The trip leader, who I assume was the captain of the live aboard, was a friendly, well-spoken man who appeared to be Thai with what may have been an Austrian accent. His presentation of rules aboard the ship, and explanations of the diving zones were extremely comprehensible.
Our first dive was around 11am, near GPS coordinates N08.68261,E097.64328. Though I’d gotten friendly with the British guy who shared the taxi on the ride over, I was instead paired with Chubby Girl. Chubby Girl assured me that she got her license a long time back, and had plenty of experience. Unfortunately, at some point along the line, she forgot entirely how to perform a buddy check (“Bangkok Women Really Are Fine” – “BDC, Weight belt, Releases, Air, Final check”).
Once in the water, we wasted precious time because one diver didn’t have her weight belt — or just not enough weight — so she couldn’t dive. Then her dive buddy became confused. Once at our target dive depth, we were pumping a lot of air in fighting the strong currents. Ultimately, our time underwater was only around 35 minutes. In that time, I saw some interesting coral, and only a few fish.
My dive partner, Chubby Girl, was bobbing madly around. Sometimes pointed up, sometimes pointed down, sometimes below me, other times above me. Regardless, she was easy to find since, for better or worse, she’d been assigned a vibrant, neon orange wetsuit. At one point, I noticed the dive master give an angry look, then pull something from the coral, only to realize that she had somehow managed to drop one of her diving weights!
The provided buffet lunch was quit tasty, and they produced a very nice vegetarian dish upon request. No complaints there at all.
The second dive, at 1:30pm, GPS coordinates N08.67568,E097.64155, was somewhat better. Chubby Girl sat this dive out (at this point, the trip leader was referring to her as my wife, I have no idea why). Instead, I was paired with a random guy who always seemed to have trouble finding me in the water. I’d glance over to check on him, only to watch as his head swiveled around. I’d wait while he did a full-body rotation looking for me, and flash him the “okay” sign when his eyes finally met mine. Funny, since there weren’t that many stark-white, bald swimmers down there.
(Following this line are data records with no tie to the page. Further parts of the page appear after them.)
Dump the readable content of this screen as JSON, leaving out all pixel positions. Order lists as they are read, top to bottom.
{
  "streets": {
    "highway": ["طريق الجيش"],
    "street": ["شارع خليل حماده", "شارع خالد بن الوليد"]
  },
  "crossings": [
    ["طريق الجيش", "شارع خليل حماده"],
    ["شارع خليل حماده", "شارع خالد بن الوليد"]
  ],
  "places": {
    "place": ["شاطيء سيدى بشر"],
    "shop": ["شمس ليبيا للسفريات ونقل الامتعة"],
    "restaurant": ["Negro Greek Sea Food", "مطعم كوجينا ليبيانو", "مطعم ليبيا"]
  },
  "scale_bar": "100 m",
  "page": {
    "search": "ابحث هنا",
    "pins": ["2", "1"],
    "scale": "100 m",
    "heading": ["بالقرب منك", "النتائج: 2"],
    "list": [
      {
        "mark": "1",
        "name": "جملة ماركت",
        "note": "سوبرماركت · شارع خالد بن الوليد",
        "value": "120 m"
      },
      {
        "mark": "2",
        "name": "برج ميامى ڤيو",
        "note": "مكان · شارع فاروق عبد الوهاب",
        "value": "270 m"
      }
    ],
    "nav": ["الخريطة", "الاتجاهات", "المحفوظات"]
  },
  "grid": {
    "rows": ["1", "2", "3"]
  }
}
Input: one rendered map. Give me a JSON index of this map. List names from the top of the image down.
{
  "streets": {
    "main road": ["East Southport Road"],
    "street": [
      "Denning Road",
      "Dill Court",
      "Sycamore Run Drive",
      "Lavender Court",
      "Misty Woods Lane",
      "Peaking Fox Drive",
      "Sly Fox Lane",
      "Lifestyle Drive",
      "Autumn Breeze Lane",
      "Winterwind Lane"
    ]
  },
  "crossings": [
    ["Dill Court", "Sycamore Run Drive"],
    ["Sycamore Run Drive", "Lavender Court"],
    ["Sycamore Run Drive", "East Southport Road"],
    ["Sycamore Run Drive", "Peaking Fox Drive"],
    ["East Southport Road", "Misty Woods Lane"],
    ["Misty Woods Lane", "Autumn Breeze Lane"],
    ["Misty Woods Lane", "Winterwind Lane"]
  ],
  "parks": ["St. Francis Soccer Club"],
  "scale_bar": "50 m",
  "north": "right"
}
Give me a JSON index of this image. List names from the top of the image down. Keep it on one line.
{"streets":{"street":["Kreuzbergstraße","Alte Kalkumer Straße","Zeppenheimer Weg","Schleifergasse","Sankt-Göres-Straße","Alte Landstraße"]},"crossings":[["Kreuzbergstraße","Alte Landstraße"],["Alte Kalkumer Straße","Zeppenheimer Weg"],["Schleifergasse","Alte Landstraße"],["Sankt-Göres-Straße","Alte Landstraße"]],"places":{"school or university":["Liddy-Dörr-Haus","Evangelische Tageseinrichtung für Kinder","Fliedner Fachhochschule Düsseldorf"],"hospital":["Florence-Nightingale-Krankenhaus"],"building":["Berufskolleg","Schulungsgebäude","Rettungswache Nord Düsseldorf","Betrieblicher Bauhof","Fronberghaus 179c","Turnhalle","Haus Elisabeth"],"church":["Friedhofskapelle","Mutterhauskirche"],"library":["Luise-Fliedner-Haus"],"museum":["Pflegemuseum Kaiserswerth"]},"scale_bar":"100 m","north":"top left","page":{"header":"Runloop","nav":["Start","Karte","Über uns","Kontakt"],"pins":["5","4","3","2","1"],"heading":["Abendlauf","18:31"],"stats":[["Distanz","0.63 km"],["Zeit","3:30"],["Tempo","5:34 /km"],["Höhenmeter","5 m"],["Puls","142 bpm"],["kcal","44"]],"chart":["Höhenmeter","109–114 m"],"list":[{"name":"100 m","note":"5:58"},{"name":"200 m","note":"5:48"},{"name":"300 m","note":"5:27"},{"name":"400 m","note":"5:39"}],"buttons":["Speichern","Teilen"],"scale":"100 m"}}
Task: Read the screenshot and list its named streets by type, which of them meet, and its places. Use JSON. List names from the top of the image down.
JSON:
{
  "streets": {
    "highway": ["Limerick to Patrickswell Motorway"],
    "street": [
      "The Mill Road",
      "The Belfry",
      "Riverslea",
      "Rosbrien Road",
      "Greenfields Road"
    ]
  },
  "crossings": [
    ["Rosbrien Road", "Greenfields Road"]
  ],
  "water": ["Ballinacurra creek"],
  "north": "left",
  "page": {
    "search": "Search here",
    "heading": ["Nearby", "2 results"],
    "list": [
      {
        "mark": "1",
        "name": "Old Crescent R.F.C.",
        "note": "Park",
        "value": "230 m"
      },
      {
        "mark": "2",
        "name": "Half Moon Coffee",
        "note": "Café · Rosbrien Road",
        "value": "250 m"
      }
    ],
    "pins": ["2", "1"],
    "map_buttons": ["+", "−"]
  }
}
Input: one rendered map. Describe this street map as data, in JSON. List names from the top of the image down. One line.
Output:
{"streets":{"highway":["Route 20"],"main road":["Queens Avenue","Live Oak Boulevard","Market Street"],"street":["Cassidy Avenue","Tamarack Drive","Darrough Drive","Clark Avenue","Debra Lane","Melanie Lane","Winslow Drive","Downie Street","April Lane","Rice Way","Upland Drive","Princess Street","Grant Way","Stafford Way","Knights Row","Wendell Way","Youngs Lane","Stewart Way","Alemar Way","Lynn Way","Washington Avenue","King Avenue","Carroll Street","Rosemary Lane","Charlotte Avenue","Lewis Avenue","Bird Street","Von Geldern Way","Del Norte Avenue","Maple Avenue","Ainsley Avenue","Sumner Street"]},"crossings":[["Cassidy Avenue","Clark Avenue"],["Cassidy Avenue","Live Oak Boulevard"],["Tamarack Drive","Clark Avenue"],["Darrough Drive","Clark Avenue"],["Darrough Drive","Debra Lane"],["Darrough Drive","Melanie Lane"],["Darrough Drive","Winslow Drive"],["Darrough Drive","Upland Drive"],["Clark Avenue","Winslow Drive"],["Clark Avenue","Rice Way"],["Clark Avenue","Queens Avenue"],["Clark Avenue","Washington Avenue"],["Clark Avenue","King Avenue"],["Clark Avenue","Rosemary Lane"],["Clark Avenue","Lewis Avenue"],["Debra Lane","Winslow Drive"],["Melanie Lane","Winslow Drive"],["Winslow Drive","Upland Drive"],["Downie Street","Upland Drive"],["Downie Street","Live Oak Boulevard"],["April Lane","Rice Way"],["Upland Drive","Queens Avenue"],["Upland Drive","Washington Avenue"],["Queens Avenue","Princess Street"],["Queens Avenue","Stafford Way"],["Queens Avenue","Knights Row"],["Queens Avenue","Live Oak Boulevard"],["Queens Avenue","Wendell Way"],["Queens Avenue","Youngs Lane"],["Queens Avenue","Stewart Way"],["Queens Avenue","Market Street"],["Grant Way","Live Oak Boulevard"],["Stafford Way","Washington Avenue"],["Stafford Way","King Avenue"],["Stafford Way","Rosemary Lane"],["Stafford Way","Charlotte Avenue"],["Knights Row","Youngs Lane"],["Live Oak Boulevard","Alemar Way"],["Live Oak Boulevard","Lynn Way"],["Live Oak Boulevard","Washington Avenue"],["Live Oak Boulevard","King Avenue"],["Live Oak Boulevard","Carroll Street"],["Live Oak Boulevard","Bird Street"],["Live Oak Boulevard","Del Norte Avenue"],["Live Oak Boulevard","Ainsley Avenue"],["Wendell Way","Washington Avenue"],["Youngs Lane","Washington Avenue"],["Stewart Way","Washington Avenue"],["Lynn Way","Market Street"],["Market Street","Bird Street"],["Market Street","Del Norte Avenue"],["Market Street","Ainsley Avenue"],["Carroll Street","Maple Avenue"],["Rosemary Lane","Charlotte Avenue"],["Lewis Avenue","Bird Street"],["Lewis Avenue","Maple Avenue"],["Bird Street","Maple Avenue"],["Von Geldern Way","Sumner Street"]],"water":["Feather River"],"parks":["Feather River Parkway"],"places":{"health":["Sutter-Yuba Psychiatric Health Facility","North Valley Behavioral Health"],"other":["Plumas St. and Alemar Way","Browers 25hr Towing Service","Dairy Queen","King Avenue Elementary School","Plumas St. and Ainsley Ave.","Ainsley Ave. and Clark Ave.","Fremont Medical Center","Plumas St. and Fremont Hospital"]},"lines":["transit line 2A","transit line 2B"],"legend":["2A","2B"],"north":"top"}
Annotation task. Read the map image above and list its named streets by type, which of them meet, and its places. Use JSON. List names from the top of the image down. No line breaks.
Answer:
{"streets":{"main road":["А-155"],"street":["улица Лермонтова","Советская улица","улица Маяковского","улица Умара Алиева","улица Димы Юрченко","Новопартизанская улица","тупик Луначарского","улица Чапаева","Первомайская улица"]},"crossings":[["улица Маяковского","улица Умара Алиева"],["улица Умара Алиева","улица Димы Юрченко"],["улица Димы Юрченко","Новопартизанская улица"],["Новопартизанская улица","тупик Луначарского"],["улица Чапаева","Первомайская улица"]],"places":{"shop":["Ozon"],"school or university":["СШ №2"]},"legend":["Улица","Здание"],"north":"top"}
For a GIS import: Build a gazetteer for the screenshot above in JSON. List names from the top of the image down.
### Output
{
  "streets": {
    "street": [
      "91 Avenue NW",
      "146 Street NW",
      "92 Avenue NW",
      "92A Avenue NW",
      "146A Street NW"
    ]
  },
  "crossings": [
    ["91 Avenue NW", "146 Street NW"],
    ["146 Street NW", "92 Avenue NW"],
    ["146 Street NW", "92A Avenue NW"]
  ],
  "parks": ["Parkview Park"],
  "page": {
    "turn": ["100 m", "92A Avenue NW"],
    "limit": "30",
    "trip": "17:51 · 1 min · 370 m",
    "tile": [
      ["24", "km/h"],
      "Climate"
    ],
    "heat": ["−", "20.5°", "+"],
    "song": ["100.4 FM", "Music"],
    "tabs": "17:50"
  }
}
On this dive, we got to depth more quickly, and covered more ground. Still, however, we were fighting the current, and only managed around 37 minutes. Also, our dive master still seemed disinterested, and seemed to avoid taking us directly over the coral.
It was on this trip that I realized how good my dive class had been. I watched as two of the divers in my group dragged their heavy SPGs (air pressure gauge) along the coral, since they hadn’t tucked it through their BCD belt. Initially self-conscious that I’d be consuming air too quickly, I soon learned that everyone else was at least as inefficient as I was.
Overall, compared to the four open water dives I did around the Koh Phi Phi and the Phi Phi islands, I was very disappointed with the Similans.
Today, I took a look at the South Siam Divers flier and noticed that near the top of the right panel, it lists the destination for each day of the week. It looks like Wednesday and Sunday are the days to go, the days that visit the top-rated destinations. Oops.
Well, maybe some day I’ll return to Thailand and repeat the day trip on one of the “good” days. I’ve heard that at least one of the other Similan islands is much better, with good odds of seeing a whale shark or manta rays.